Why student housing is a first-class honours investment
When it comes to the UK property market, an investment in knowledge clearly pays off.
High yields, low risk, and fast returns are just a few of the reasons reasons luxury student housing has become the new essential in any high-net-worth individuals’ investment portfolio.
While many of the UK’s older generation will reminisce of sub-standard housing, and an unlikely chance of functioning heating or hot water in their university halls, increased private sector involvement in the last decade has now dramatically changed this once Dickensian landscape.
Pools and cinemas are being introduced as standard to the already not uncommon features, such as gyms and concierges.
How university is funded appears to be a driving factor in this growth.

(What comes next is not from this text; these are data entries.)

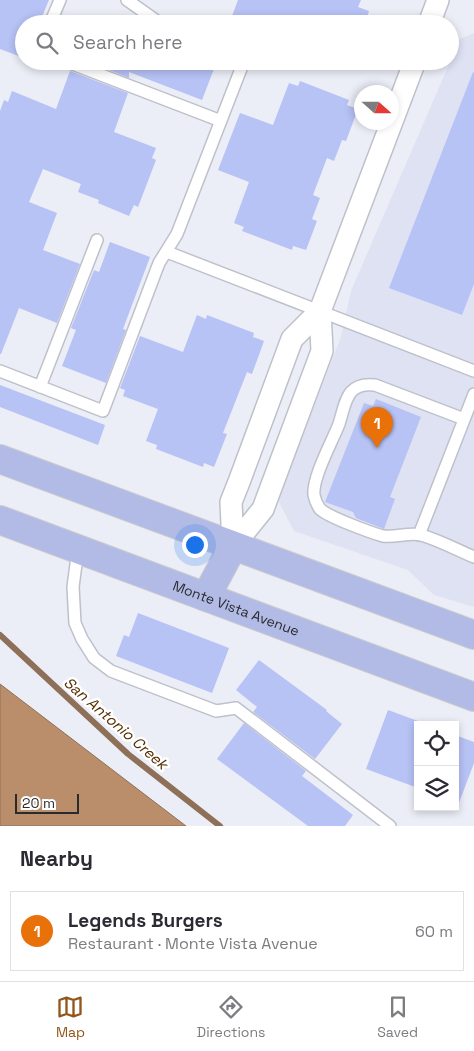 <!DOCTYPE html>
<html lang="en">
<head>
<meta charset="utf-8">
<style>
  body { margin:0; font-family:"Space Grotesk",sans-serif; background:#f7f7f7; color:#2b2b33 }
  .controls { position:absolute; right:15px; bottom:15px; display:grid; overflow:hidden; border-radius:0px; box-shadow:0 2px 8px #0003 }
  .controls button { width:45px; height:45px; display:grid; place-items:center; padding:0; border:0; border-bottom:1px solid #e1e1e2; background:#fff; color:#2b2b33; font:25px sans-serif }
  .compass { position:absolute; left:354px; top:85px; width:45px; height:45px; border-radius:50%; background:#fff; box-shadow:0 2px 8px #0003; rotate:111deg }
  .scale { position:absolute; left:15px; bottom:12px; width:64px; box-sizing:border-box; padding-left:5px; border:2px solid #292a2d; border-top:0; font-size:14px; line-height:18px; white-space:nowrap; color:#292a2d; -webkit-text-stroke:4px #fff; paint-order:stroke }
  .you { position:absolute; left:194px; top:544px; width:18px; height:18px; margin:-12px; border:4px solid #fff; border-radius:50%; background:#1a73e8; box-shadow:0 0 0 8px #1a73e833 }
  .badge { display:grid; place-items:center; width:32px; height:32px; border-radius:50%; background:#935619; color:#fff; font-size:16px; font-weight:700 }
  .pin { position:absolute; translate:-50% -41px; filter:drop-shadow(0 1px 2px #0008) }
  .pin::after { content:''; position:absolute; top:26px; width:18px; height:15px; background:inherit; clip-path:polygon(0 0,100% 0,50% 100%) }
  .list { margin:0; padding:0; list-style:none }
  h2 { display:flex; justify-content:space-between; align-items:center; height:65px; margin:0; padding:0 20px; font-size:21px }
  h2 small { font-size:16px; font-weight:400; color:#7c7c81 }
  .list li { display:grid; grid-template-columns:32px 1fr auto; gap:15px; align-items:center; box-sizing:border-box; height:80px; margin:0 10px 10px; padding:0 10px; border:1px solid #e1e1e2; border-radius:0px }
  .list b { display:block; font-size:19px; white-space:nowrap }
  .list p { margin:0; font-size:16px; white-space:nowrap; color:#7c7c81 }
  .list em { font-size:16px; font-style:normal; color:#7c7c81 }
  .icon { flex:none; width:28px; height:28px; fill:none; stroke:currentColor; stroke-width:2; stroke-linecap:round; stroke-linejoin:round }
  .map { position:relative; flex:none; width:474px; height:826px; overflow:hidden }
  .search { position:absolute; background:#fff; box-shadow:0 2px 8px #0003; left:15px; right:15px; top:15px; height:55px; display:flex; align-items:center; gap:12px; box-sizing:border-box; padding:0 18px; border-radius:28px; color:#7c7c81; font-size:19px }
  .sheet { height:155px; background:#fff }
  nav { display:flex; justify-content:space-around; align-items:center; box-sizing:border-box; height:70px; border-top:1px solid #e1e1e2; background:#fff; font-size:14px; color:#7c7c81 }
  nav a { display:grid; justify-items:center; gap:2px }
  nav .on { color:#935619 }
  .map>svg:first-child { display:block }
</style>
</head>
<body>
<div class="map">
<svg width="474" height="826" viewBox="0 0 474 826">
  <rect width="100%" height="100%" fill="#ebedf7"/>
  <!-- built -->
  <path fill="#dee2f3" d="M 474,33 L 474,607 L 434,595 L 408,570 L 294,531 L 278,500 L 341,337 L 351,291 L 460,39 Z"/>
  <!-- water -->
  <path fill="#ba8e6a" stroke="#8e7058" d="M 0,684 L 186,826 L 0,826 Z"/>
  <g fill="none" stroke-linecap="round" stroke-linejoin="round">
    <!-- stream -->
    <path stroke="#8e7058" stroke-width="6" d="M 0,635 L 128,754 L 220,826"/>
  </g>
  <!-- building -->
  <path fill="#b7c2f5" d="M 0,0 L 49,0 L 39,24 L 24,24 L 24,58 L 0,49 Z
    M 238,0 L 361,0 L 358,7 L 369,11 L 365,24 L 229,24 Z
    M 87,61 L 217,61 L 202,100 L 129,72 L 129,78 Z
    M 70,71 L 128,93 L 114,132 L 156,148 L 152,158 L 156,160 L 138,207 L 134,205 L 129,216 L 98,203 L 99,200 L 78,192 L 81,184 L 43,169 L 29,202 L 57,213 L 43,250 L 80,264 L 57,323 L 19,308 L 1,354 L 0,354 L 0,111 L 4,100 L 8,102 L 12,91 L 56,109 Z
    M 473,72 L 474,73 L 474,284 L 462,315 L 389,288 Z
    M 300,81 L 349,100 L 347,105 L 358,109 L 346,141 L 342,140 L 334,161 L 327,158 L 313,195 L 320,198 L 312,219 L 317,221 L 306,250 L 293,246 L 292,250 L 242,231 L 244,227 L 234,223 L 249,182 L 218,170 L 240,113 L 273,125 L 289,83 L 298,86 Z
    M 110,242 L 150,257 L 123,329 L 126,330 L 106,383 L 62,366 L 76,330 L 71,328 L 94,270 L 99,272 Z
    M 197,315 L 206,319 L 207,315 L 254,333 L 253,337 L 264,341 L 252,374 L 247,372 L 223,433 L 227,434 L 214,467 L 204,463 L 203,467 L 156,449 L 157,445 L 146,441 L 158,409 L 123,396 L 125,390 L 120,388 L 140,336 L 183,352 Z
    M 0,385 L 105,425 L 98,445 L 0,407 Z
    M 376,399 L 421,417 L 390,497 L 395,499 L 384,529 L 356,518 L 353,512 L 325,502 L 364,403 L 373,406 Z
    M 138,613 L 229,648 L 212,693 L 116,656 L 124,635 L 129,637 Z
    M 259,660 L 327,710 L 326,711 L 342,724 L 315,759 L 253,712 L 257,707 L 236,690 Z
    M 388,710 L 418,721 L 418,788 L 366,769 Z
    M 244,723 L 306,771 L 302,776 L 353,815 L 345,826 L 308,826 L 217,759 Z
    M 455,735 L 474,742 L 474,763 L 457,808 L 455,808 Z"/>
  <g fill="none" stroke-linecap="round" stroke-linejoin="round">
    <defs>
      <path id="lane" d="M 127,0 L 161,24
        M 50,24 L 60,0
        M 65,61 L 221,121
        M 167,252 L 474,371
        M 0,371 L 103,411 L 159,263 L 177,234 L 244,61
        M 40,387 L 97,240
        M 464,419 L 375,385 C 346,382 346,402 339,424 C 332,442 312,478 314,495 C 315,500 317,505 320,509 C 328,517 372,533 383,536 C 395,538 409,532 421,535 C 439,540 457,550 474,557
        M 419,535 L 474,394
        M 78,549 L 73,587 L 75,623 L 82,639 L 94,658 L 111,671 L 216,711 L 236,708 L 390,826"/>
      <path id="street" d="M 429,24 L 438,0
        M 233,546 L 263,509 L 322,351 L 320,311 L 415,61
        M 233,546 L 231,502 L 239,482 L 292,339 L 320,311"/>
      <g id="primary">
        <path d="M 0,459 L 474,635"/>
        <path id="s1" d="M 0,520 L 474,697"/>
        <path d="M 206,597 L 233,546"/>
      </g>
    </defs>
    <!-- lane casing -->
    <use href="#lane" stroke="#bfc1ca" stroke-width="14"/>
    <!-- street casing -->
    <use href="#street" stroke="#bfc1ca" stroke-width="24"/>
    <!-- primary casing -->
    <use href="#primary" stroke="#cccccd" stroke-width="30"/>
    <!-- lane -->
    <use href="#lane" stroke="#fff" stroke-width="11"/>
    <!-- street -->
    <use href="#street" stroke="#fff" stroke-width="21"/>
    <!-- primary -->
    <use href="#primary" stroke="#b2bbe6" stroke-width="28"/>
  </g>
  <g text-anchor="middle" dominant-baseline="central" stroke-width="5" stroke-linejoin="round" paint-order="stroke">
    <!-- street labels -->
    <g font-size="14" fill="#292a2d" stroke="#fff">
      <text stroke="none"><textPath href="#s1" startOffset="252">Monte Vista Avenue</textPath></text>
    </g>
    <!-- water labels -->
    <g font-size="15" font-style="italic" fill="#572d00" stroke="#fff">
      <text transform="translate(116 723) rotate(41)">San Antonio Creek</text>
    </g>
  </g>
</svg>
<div class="controls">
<button><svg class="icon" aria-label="locate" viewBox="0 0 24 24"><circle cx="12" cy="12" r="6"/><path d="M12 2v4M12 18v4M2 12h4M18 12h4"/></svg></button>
<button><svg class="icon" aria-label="layers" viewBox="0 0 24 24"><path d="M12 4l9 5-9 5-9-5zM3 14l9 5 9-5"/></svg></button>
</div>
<svg class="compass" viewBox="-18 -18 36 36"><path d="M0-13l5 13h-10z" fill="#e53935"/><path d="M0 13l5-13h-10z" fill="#7c7c81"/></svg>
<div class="scale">20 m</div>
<div class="you"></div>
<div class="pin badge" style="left:377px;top:448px;background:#e8710a">1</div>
<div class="search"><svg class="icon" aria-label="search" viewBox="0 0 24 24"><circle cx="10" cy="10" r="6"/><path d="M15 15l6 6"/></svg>Search here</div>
</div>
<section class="sheet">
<h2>Nearby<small></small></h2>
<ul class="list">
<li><span class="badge" style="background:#e8710a">1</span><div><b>Legends Burgers</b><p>Restaurant · Monte Vista Avenue</p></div><em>60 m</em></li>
</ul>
</section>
<nav>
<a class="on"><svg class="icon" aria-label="map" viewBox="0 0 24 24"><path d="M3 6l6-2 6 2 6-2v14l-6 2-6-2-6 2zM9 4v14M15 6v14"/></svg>Map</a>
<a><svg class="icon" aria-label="directions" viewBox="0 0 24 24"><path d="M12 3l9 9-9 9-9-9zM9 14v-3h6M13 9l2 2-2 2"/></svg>Directions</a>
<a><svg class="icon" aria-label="saved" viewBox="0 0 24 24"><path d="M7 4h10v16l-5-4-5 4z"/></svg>Saved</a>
</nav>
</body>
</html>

The rise in tuition fees has created a dominant consumer culture that is affecting how other parts of the student experience are run.
It might have assumed that the increase in tuition fees would mean a tightening up of budgets in other areas, but it’s producing the opposite effect.
Instead, the fee rise has led to a rapid increase in student spending.
Research by Knight Frank suggests that this could be a result of housing becoming a smaller share of overall living costs, meaning students are more willing to increase their expenditure on higher quality dwellings.
Others are raising concerns that students are becoming more comfortable with debt and simply compiling it with their original loans to worry about later.
Either way, the demand and money for quality student housing is there, and investors are competing to provide it.
According to Knight Frank research, as many as a fifth of students were prepared to pay upwards of £160 per week for housing.
Additionally, 19 per cent of the UK’s students arrive from abroad each year, and these overseas students represent a key target of this investment, as they search for a home away from home.
Demand for UK university degrees hasn’t slowed down either, with half a million applications last year, more than have ever been in university education before.
The purpose-built student housing market is believed to be worth around £46bn, with roughly £5bn of new developments being completed each year.
For 2017, figures from JLL predicted that in every £10 invested in the UK commercial property market, the student housing sector would account for an astonishing £1 of it.
Savills now forecasts a 17 per cent increase in investment in student housing for 2018 alone.
The market operates with something of an immunity to economic downturn due to the inelastic nature of the demand and the reliability of student finance.
Its countercyclical nature means that it’s the larger scale developments offering more units that are attracting the most interest, and proving to be the more reliable investment.
With live projects across areas like Birmingham, Bath, Leicester and Glasgow, the UK University towns are increasingly attractive locations for investors to consider.
Unite Students, in partnership with the Government of Singapore’s sovereign wealth fund, bought all 3,000 of Aston University’s on-campus bedrooms for £227m, in the biggest one-off purchase of student housing so far.
In fact, since 2016, sovereign-wealth funds have invested over 15 per cent of their worldwide spending in student accommodation – a number that is continuing to rise.
The supply-demand defect and the changing attitudes of students has resulted in the emergence of investment hotspots in the UK, with institutional and private investors stepping into meet demand.
The trick is having skilled financiers on board to find the right projects, while heading them with reliable developers.
A joint venture approach to development will promise investors quick turnaround builds that are pain-free, and will see some serious returns on investment.